To clean an inked plate, first pour a little pool of oil in the middle
of the plate, and rub it all over with fingers, and if the plate has deeply
bitten areas, use an old toothbrush, to get the oil well into the crevices.
Leave it for fifteen to twenty minutes and then wipe off the dissolved
ink. Repeat the process if necessary, before cleaning the oil off the
plate with domestic detergent liquid, preferably the biodegradable kind.
The cloth or absorbent paper used to wipe the plate can be used to wipe
palette knives, inking slabs and fingers. Rub clean oil into hands to
remove ink residues, then wash with soap and water.
There are sometimes occasions when very stiff ink, or slightly dried ink is difficult to completely remove, and that is when you can use Vaseline mineral oil to dissolve it. Pour a very small amount in the middle of the plate and spread it with a plastic spatula. Unlike cooking oil, Vaseline oil can be left on the plate for much longer to dissolve the ink, then used as a temporary protection against oxidation if the plate is going to be used again soon. But if plates are to be stored for a long time, clean them with biodegradable detergent, and brush them with a thin film of Vaseline oil, and wrap them in clingfilm.
VCA (vegetable cleaning agent) has been promoted in n the European Community as a replacement for volatile cleaning solvents in the printing industry. It is now increasingly available in most European countries for printmakers, and I have been using small quantities of it with caution since 2004. The evidence for its safety is anecdotal and not backed up by rigorous laboratory evaluation and Safety Data Sheets (SDS) or Material Safety Data Sheets (MSDS). Unfortunately more and more commercial cleaning products have become available that call themselves "Bio solvents" or "Eco cleaners" and claim to be substitutes for the old solvents, and some are called "vegetable oil based". But many are based on a chemical called Ethyl Lactate which is noxious and dangerous to use. The regulations about labelling is not rigorous enough to be confident that what one is buying is safe to use.
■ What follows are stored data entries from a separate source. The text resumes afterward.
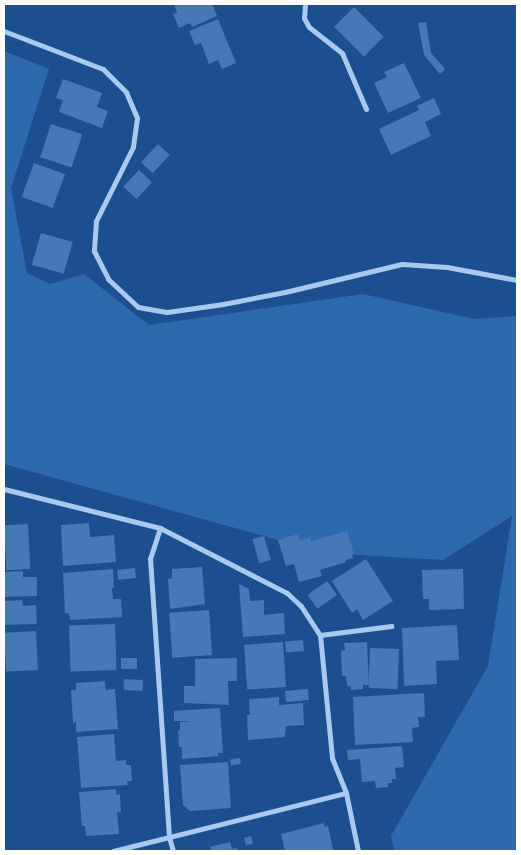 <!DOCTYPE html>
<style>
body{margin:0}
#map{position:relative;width:521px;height:855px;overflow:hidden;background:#1b4f8f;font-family:"Open Sans",sans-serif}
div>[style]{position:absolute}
.green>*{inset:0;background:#2e69ad}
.building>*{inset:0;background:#4478b7;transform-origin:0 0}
.minor>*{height:5px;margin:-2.5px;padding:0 2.5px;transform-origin:2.5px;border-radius:2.5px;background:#a9c9ee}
span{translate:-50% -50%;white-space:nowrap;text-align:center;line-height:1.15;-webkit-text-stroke:4.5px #1b4f8f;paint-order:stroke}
.frame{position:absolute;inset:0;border:5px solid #fff;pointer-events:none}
</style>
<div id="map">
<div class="green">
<i style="clip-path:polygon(4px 51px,49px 69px,11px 188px,27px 273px,50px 284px,84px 274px,149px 325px,363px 294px,474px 319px,517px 316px,517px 851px,394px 851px,391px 836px,488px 666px,512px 516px,443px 560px,325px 553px,4px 464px)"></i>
</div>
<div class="building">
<i style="clip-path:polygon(174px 4px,212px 4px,217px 16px,192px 27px,190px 23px,179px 28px,173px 14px,177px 12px)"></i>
<i style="left:354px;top:7px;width:42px;height:28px;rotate:45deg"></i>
<i style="clip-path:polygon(218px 19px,236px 63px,222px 69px,218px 60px,209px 64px,201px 43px,195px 45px,189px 31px)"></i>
<i style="clip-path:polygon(426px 22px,431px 53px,445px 69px,440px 74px,424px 55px,418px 23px)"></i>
<i style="clip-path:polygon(404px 63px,421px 98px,388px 113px,374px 83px,387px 77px,384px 72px)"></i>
<i style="clip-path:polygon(63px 79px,102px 93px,97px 107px,108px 111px,102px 128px,59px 112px,63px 100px,56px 98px)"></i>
<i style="clip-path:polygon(434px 98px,441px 114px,425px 122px,431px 136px,391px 155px,379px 129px,419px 110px,417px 106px)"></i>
<i style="left:51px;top:124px;width:33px;height:35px;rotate:18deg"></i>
<i style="left:158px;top:144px;width:16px;height:25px;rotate:43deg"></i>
<i style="left:34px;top:163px;width:33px;height:36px;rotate:20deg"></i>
<i style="left:139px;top:170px;width:18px;height:23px;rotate:43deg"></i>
<i style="left:41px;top:233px;width:33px;height:33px;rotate:16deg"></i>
<i style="clip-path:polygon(89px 523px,90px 537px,114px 535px,116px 562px,63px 566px,61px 525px)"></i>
<i style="left:28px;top:524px;width:45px;height:24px;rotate:87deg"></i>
<i style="clip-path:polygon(347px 531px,354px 554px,352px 555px,353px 558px,346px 560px,346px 562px,320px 570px,322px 576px,299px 582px,294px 564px,286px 566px,278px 540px,298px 534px,300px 540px,311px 537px,311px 541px)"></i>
<i style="left:264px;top:536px;width:25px;height:12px;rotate:74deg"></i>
<i style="clip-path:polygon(366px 559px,393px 601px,363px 620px,357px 609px,352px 613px,332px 581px)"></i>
<i style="clip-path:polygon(202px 567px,205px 604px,170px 609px,168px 579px,172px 578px,172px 569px)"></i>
<i style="left:135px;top:568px;width:10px;height:18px;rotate:84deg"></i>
<i style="clip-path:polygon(113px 569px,114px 588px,112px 588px,113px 599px,121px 599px,122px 617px,70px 620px,69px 613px,65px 613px,63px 573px)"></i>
<i style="clip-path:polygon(463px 569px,464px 609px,429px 610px,429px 599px,423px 599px,422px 570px)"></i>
<i style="clip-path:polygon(23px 571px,23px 577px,37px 577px,37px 596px,4px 597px,4px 572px)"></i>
<i style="left:327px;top:581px;width:17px;height:24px;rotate:54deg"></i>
<i style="clip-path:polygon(239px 584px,249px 589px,250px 601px,264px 600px,264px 615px,284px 613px,285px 634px,243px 637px)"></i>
<i style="clip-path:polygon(22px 600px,23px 606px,36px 605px,37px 624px,4px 625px,4px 601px)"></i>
<i style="left:209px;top:610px;width:45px;height:40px;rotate:86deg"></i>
<i style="left:115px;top:624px;width:46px;height:46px;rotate:88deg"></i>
<i style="clip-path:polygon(457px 625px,459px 660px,436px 661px,437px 684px,404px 686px,402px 628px)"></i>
<i style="left:36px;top:631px;width:39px;height:32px;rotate:87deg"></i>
<i style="left:303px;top:640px;width:11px;height:18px;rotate:85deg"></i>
<i style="left:283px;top:642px;width:45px;height:39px;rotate:86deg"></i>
<i style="clip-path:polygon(367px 642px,369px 685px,363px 685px,363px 689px,351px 690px,351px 686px,347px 686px,346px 676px,342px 676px,341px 651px,345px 650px,344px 643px)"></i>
<i style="left:370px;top:648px;width:29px;height:40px;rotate:2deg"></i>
<i style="left:121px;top:658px;width:16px;height:11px"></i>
<i style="clip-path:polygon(237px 658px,237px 681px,228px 681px,229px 705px,184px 703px,184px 686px,195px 686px,195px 659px)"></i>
<i style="left:124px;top:679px;width:19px;height:11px;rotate:3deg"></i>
<i style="clip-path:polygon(105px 681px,106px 690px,115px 689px,118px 729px,76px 732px,76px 722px,73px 723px,71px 690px,76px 690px,76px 683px)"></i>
<i style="left:308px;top:689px;width:11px;height:23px;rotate:85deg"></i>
<i style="clip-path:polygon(424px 693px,425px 717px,418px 717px,419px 727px,412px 728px,413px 742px,355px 745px,353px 697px)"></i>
<i style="clip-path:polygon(279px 697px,279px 705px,303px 703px,304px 725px,286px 726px,285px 737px,248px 740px,247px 715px,250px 715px,249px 699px)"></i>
<i style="clip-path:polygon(220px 708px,223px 753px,218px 753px,219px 756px,182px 759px,182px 747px,179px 747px,178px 730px,180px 730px,180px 722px,192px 721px,174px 721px,174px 711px)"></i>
<i style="clip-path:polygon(114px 734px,116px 761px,126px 760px,126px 765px,131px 765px,132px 781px,127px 781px,128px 785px,81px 788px,77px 737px)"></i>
<i style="clip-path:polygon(402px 746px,404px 767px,395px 768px,396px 779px,392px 779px,392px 783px,388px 783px,388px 787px,376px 788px,375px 781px,362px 782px,360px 759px,348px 760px,347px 750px)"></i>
<i style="left:240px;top:758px;width:6px;height:10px;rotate:81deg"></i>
<i style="clip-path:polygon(228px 762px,231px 808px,190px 811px,183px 805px,180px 765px)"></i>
<i style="clip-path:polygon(116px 789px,116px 795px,120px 794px,121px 812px,117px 812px,119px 834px,86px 836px,85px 826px,82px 826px,79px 792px)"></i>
<i style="clip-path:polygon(324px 823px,325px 827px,328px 826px,333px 849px,331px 851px,285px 851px,281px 834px)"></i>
<i style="clip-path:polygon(251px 836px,253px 844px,246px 845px,244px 838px)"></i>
<i style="clip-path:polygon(230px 842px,232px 849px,237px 848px,238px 851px,212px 851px,210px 847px)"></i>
</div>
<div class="minor">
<i style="left:305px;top:4px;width:14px;rotate:94deg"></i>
<i style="left:304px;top:18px;width:10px;rotate:61deg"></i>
<i style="left:309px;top:27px;width:42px;rotate:38.2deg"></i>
<i style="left:342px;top:53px;width:61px;rotate:66.8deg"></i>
<i style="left:4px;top:31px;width:106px;rotate:21deg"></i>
<i style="left:103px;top:69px;width:33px;rotate:45deg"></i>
<i style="left:126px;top:92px;width:28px;rotate:67deg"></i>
<i style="left:137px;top:118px;width:29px;rotate:98deg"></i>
<i style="left:133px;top:147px;width:83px;rotate:116.6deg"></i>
<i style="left:96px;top:221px;width:30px;rotate:94deg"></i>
<i style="left:94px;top:251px;width:31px;rotate:63deg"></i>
<i style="left:108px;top:279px;width:41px;rotate:43deg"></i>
<i style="left:138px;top:307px;width:29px;rotate:10deg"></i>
<i style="left:167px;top:312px;width:57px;rotate:-8.1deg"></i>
<i style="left:223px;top:304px;width:63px;rotate:-11deg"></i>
<i style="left:285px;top:292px;width:120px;rotate:-13.5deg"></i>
<i style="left:402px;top:264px;width:45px;rotate:3.8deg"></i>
<i style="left:447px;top:267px;width:71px;rotate:10.5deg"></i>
<i style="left:4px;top:489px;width:161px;rotate:14deg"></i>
<i style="left:160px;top:528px;width:143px;rotate:27.1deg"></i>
<i style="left:287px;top:593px;width:19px;rotate:43deg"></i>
<i style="left:301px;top:606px;width:35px;rotate:57deg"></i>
<i style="left:320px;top:635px;width:124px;rotate:84.4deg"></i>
<i style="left:332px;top:758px;width:38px;rotate:68deg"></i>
<i style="left:346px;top:793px;width:59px;rotate:78.3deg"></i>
<i style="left:160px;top:528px;width:32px;rotate:108deg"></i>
<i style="left:150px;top:558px;width:280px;rotate:86.1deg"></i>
<i style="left:169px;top:837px;width:15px;rotate:74deg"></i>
<i style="left:320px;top:635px;width:72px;rotate:-7.2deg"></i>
<i style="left:113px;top:851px;width:240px;rotate:-14deg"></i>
</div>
<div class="frame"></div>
</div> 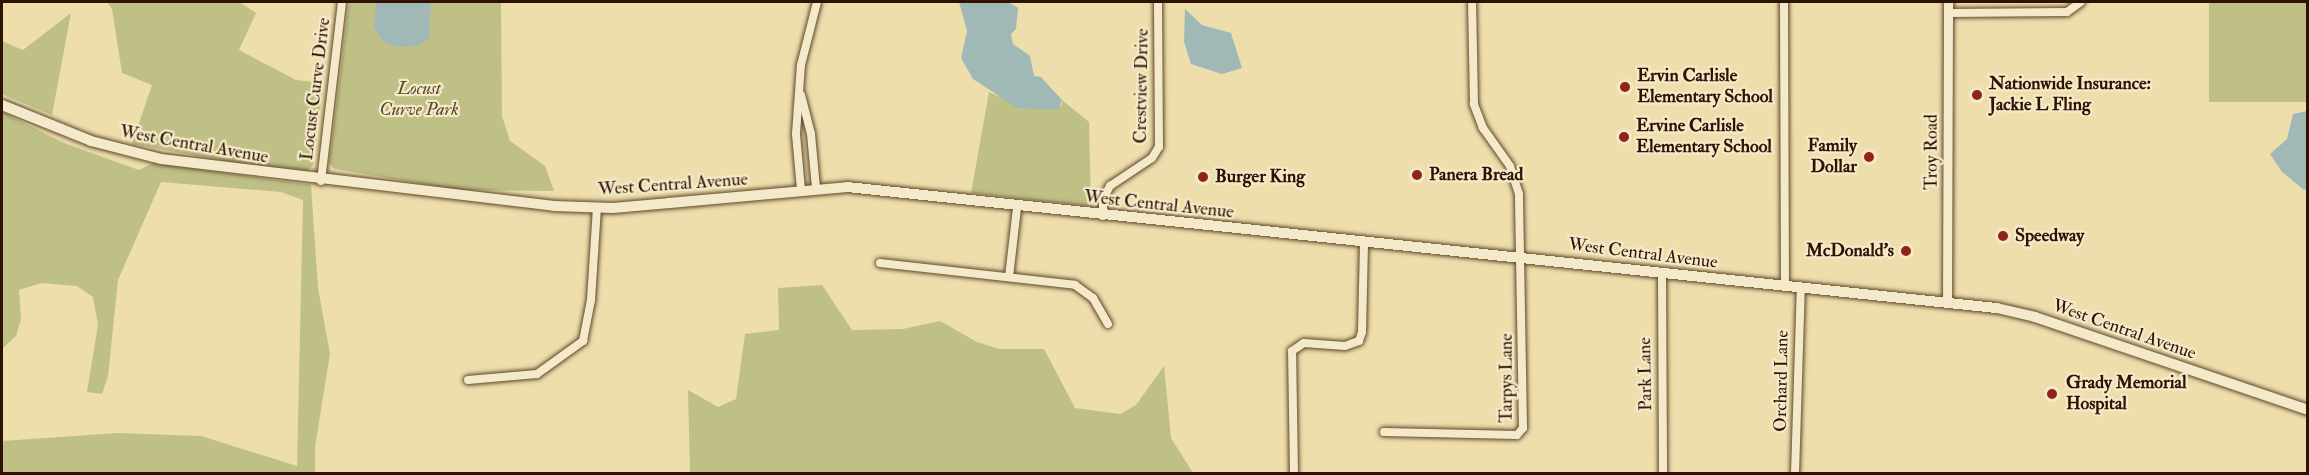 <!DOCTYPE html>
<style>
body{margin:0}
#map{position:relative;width:2309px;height:475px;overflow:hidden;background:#eedeac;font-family:"IM FELL Double Pica",serif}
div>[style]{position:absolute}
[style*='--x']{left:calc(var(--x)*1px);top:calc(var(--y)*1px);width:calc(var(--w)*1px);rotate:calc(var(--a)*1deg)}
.green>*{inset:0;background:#bec086;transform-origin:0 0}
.water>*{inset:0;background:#a0b9b6}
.roads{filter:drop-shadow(0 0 2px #5f462c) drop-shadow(0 0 2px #5f462c)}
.minor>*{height:8px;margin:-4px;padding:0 4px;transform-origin:4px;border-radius:4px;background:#f4eac9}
.tertiary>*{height:9px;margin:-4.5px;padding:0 4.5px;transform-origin:4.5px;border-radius:4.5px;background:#f4eac9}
.secondary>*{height:10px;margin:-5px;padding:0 5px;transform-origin:5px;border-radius:5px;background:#f4eac9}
.dots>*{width:16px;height:16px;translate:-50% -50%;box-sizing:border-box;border:3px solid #f4eac9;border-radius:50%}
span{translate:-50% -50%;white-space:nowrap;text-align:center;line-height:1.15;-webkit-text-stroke:4.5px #f4eac9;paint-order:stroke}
.poi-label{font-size:18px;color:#2f1302;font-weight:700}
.left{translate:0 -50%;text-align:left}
.right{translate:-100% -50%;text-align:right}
.street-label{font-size:18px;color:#2f1302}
.park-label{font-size:18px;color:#5a472a;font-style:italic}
.frame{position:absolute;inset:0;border:3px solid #2f1302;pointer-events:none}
</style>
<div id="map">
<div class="green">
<i style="clip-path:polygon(107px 2px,239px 2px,256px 13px,239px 50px,296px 80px,323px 83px,313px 165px,307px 172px,292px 173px,132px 144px,152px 85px,122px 73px,112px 9px)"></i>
<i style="clip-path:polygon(349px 2px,501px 2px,502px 116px,510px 141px,545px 166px,554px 191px,458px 190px,335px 169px,329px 164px)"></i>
<i style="left:2209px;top:2px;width:98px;height:100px"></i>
<i style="clip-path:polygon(71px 13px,52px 115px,2px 94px,2px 41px,23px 50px)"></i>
<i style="clip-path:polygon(989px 92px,1011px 102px,1062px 105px,1062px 100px,1089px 122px,1091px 206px,971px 193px)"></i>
<i style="clip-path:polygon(2px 112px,64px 143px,139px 170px,153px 163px,311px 185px,318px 288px,330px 354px,315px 447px,315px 473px,2px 473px,2px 441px,118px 433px,201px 436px,297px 466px,303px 200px,281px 192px,161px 182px,118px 280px,108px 376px,102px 394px,87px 392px,98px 325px,93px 297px,77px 286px,41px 283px,19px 290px,21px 319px,16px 336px,2px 349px)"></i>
<i style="clip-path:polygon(822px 285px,852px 330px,903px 329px,940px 321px,977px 342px,999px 349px,1044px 349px,1075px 408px,1120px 414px,1136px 405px,1164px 366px,1171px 438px,1193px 473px,690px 473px,688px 390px,718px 407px,736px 399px,745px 334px,779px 330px,778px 288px)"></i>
</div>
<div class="water">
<i style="clip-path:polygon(376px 2px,431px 2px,429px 38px,418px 46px,398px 47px,383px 42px,374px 27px)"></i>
<i style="clip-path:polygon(959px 2px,1008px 2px,1018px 8px,1016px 29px,1011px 34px,1013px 44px,1030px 56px,1034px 76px,1041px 77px,1062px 100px,1058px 110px,1017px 108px,973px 79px,961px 58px,967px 31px)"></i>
<i style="clip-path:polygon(1185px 9px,1202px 25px,1231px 33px,1242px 68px,1222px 74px,1191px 64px,1184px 42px)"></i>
<i style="clip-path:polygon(2307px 111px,2308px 189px,2304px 190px,2282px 172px,2270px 154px,2287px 139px,2293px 114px)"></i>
</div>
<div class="roads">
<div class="minor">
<i style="--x:1784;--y:2;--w:284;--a:89.8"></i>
<i style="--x:1948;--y:13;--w:119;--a:-0.5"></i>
<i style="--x:2067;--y:12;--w:17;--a:-36"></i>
<i style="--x:801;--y:95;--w:40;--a:75.6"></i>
<i style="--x:811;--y:134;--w:54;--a:84.7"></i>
<i style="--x:321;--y:181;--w:180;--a:-83.3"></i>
<i style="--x:801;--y:190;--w:56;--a:-95.1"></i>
<i style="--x:796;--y:134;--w:69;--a:-85.9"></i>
<i style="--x:801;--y:65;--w:65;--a:-75.7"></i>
<i style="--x:1103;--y:216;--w:17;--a:-90"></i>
<i style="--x:1103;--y:199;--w:15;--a:-62"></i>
<i style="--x:1110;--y:186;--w:50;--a:-33.7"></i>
<i style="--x:1152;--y:158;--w:13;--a:-58"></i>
<i style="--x:1159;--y:147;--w:145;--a:-90.4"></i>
<i style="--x:880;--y:263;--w:196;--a:6.4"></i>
<i style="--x:1075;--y:285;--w:22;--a:36"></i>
<i style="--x:1093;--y:298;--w:30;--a:60"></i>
<i style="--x:1662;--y:274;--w:200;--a:89.7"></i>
<i style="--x:1009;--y:277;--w:69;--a:-83.4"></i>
<i style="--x:468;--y:380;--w:69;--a:-5"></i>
<i style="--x:537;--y:374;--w:57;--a:-35.7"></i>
<i style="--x:583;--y:341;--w:42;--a:-79"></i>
<i style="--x:591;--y:300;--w:92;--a:-86.3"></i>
<i style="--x:1384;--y:432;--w:133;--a:1.3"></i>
<i style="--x:1517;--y:435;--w:9;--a:-49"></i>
<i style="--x:1523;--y:428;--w:234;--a:-91"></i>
<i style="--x:1519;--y:194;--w:29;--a:-108"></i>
<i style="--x:1510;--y:166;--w:47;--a:-125.4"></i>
<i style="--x:1483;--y:128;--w:26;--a:-111"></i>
<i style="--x:1474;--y:104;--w:102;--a:-91.1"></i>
<i style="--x:1294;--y:474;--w:123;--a:-90.9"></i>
<i style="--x:1292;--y:351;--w:14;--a:-34"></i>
<i style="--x:1304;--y:343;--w:41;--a:4.2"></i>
<i style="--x:1345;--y:346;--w:15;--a:-20"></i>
<i style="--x:1359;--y:341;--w:9;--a:-72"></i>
<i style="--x:1362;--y:332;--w:89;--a:-88.7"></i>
<i style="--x:1795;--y:474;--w:186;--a:-88.2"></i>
</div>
<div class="tertiary">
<i style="--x:1947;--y:302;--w:300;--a:-89.8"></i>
</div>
<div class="secondary">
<i style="--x:2;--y:105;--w:96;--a:22"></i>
<i style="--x:91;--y:141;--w:72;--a:14.4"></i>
<i style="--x:161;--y:159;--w:396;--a:6.8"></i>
<i style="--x:554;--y:206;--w:59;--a:1.9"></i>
<i style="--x:613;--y:208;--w:235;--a:-5.1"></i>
<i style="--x:847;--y:187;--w:1156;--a:6.01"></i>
<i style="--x:1997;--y:308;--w:39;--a:13"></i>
<i style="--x:2035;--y:317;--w:288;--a:18.8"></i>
</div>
</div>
<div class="dots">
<i style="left:1625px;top:87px;background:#8f2418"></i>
<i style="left:1977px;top:95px;background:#8f2418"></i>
<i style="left:1624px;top:137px;background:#8f2418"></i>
<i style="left:1869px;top:157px;background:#8f2418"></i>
<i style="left:1417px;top:175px;background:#8f2418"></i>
<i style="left:1203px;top:177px;background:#8f2418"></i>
<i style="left:2003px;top:236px;background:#8f2418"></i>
<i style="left:1906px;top:251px;background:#8f2418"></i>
<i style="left:2052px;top:394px;background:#8f2418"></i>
</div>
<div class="poi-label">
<span class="left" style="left:1637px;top:87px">Ervin Carlisle<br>Elementary School</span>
<span class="left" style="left:1989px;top:95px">Nationwide Insurance:<br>Jackie L Fling</span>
<span class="left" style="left:1636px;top:137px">Ervine Carlisle<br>Elementary School</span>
<span class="right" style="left:1857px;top:157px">Family<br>Dollar</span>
<span class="left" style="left:1429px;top:175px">Panera Bread</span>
<span class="left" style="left:1215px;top:177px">Burger King</span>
<span class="left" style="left:2015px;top:236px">Speedway</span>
<span class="right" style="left:1894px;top:251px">McDonald's</span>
<span class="left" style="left:2066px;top:394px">Grady Memorial<br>Hospital</span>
</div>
<div class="street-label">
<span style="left:1142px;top:86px;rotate:-89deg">Crestview Drive</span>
<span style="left:316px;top:89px;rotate:-83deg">Locust Curve Drive</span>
<span style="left:194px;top:145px;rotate:10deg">West Central Avenue</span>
<span style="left:1932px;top:152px;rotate:-90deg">Troy Road</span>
<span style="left:673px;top:185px;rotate:-4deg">West Central Avenue</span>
<span style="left:1159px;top:205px;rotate:6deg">West Central Avenue</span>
<span style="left:1643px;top:254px;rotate:7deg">West Central Avenue</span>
<span style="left:2124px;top:330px;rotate:19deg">West Central Avenue</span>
<span style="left:1646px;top:374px;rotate:-91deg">Park Lane</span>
<span style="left:1507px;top:378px;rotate:-90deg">Tarpys Lane</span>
<span style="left:1782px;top:381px;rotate:-89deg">Orchard Lane</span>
</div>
<div class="park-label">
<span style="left:419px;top:100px">Locust<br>Curve Park</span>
</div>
<div class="frame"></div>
</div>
.VCAs are vaguely described as "fatty acid esters", but this is not sufficient, because "Bio-Diesel" is a "Fatty Acid Methyl Ester" well known in the USA as FAME, and I suspect that many of the products sold as VCAs are just repackaged "Bio-Diesel". Commercial Bio-Diesel has many other additives to make it work in current diesel engines. So until the chemical that is used in a so-called VCA is accurately labelled and is covered by an SDS or MSDS, I cannot now recommend its use.
Normally if you have been using fractint and stopping out areas with an ethanol based shellac varnish, then you will have to remove that with ethanol (ethyl alcohol), and a lot of the ink ground will come off with the alcohol. But do not use “denatured alcohol” which usually has a high proportion of methyl alcohol.
Any ink ground residues that are persistant will probably come off after being left to dissolve in Vaseline oil. Failing that, soak the plate in a shallow tray of vinegar for a while, and the dried ink can be brushed off with an old toothbrush. If ink grounded plates have been left for months or dried on a plate at too high a temperature the ink may have become hard baked – like an enamel. A long soak in vinegar will remove the ink. Needling an ‘enamelled’ plate may be difficult, and it may be better to remove the ink and start again. But if the enamelled ink is the result of baking it after a salt tint or sugar lift tint process, then you can continue to etch it, perhaps taking a little longer with the first step which has to break through the thin skin of residual oil on the plate.